1.  When did you take the eCourse?
 I took the eCourse in April of 2007.

2.  What did you find the most helpful?
 I found that the different tips in the lessons were very helpful. I also started reading more self-help books and resources and bought some self-help meditations and I constantly listened to tapes about loving my body and I almost memorized every saying!

3.  How do you feel now compared to before the eCourse?
 I feel more confident and more comfortable in my body. I still struggle with some eating and body issues, but I have hope that I will not feel like a slave to food and my body forever.

4.  How have your binges changed since the eCourse?
 At the time of the eCourse I was going through a very stressful time at college and I was bingeing 3 to 4 times a week, and gained about 15 lbs in a short period of time.  Since the eCourse my binges have definitely changed.  Since the eCourse I probably binged at most 3 to 4 times a month, and they have been much less severe. 

I used to have binges where I would eat up to 5,000 to 10,000 calories in one sitting. Now if I am tempted to binge I would probably eat between 2500 to 3000 calories for the whole day…which isn’t too much over the normal amount of food I should be eating!

5.  What would you say to someone that is considering taking the eCourse?
 I would definitely encourage anyone with a binge eating problem, or any type of body image problems or eating disorder to take this eCourse.  Kristin definitely has had lots of experience with this horrible eating disorder and knows what she is talking about! Her tips and suggestions could really help you begin your journey to full recovery, love of your self, happiness, joy, and peace.

6. Any additional comments you would like to add, such as weight loss, how you treat yourself, how many binges you have had, etc.? 
Since the ecourse I lost about 8 lbs.  I am not an overweight girl in the first place, I am actually short and petite, but I still have that evil voice inside of me that talks every once in a while that since I am short I should be 90 lbs. 

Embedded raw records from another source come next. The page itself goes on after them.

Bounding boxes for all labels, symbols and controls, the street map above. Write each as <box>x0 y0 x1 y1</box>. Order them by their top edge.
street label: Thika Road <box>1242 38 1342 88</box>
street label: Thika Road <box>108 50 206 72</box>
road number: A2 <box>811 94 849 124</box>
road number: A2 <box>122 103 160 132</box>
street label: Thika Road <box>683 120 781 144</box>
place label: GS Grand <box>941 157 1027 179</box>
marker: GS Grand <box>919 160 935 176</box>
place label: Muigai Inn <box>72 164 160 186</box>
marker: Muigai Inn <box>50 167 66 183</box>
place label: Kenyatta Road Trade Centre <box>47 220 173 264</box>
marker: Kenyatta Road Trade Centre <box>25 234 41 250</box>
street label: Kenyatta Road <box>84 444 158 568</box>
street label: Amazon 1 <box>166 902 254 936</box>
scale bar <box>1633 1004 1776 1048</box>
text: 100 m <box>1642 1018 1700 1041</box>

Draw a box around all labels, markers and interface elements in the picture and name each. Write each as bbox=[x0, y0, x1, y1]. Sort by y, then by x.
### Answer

At one point in my life I was at that weight, and eating very little and exercising a lot.  From that came the start of my bingeing. My body was starving for food and I went into overdrive with eating and ended up in a vicious cycle of binge eating and starving. I gained 20 lbs and at 110 lbs I actually looked much better and enjoyed my new size. I sustained this weight for a while until my bingeing became much worse because of stress and returning body image problems. 

I gained about 15 pounds and I was very upset because I had to start buying bigger clothing sizes because my old clothes didn’t fit. Since the eCourse I went from about 125 lbs to 115lbs.  I would like to get back down to 110lbs but I am trying to just not get back to deep in the binge eating cycle. I still struggle with overeating from time to time, but it is much less severe.

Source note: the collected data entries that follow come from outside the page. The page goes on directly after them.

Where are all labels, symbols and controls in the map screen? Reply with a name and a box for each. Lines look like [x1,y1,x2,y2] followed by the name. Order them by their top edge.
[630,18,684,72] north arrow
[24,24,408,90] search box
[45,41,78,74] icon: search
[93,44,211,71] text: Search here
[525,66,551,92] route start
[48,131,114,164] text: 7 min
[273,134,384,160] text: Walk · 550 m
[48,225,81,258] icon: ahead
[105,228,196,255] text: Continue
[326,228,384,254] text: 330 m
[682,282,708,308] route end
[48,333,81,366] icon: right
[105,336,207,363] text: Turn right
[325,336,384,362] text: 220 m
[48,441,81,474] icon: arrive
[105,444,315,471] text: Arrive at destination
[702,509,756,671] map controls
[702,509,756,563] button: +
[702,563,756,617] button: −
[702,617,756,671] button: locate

One thing I have noticed is that the overeating doesn’t get me so down and depressed like it used to. It is much easier for me to get up and dust myself off and tell myself positive things and just move on.  I think that is where I am now in my recovery.  I still semi-binge from time to time, where I eat more than I should in one day (meaning up to about 3000 calories in one day). That is much better than eating 5000 calories for one meal! Also my mind is at the point where when I am in a binge mode, its like there is a battle going on in my mind.

I can hear the good voice telling me to not use food to soothe myself, and than I hear the bad voice telling me that food is the only answer for comfort.  It is easier for me to stop or not go too overboard and to recover from an overeating episode. I have been in this stage of recovery for a couple months now. Of course my ultimate goal is to be totally binge free.  Thanks to Kristin for all your help! I trust that like you, in time I will be free from this horrible eating disorder for good!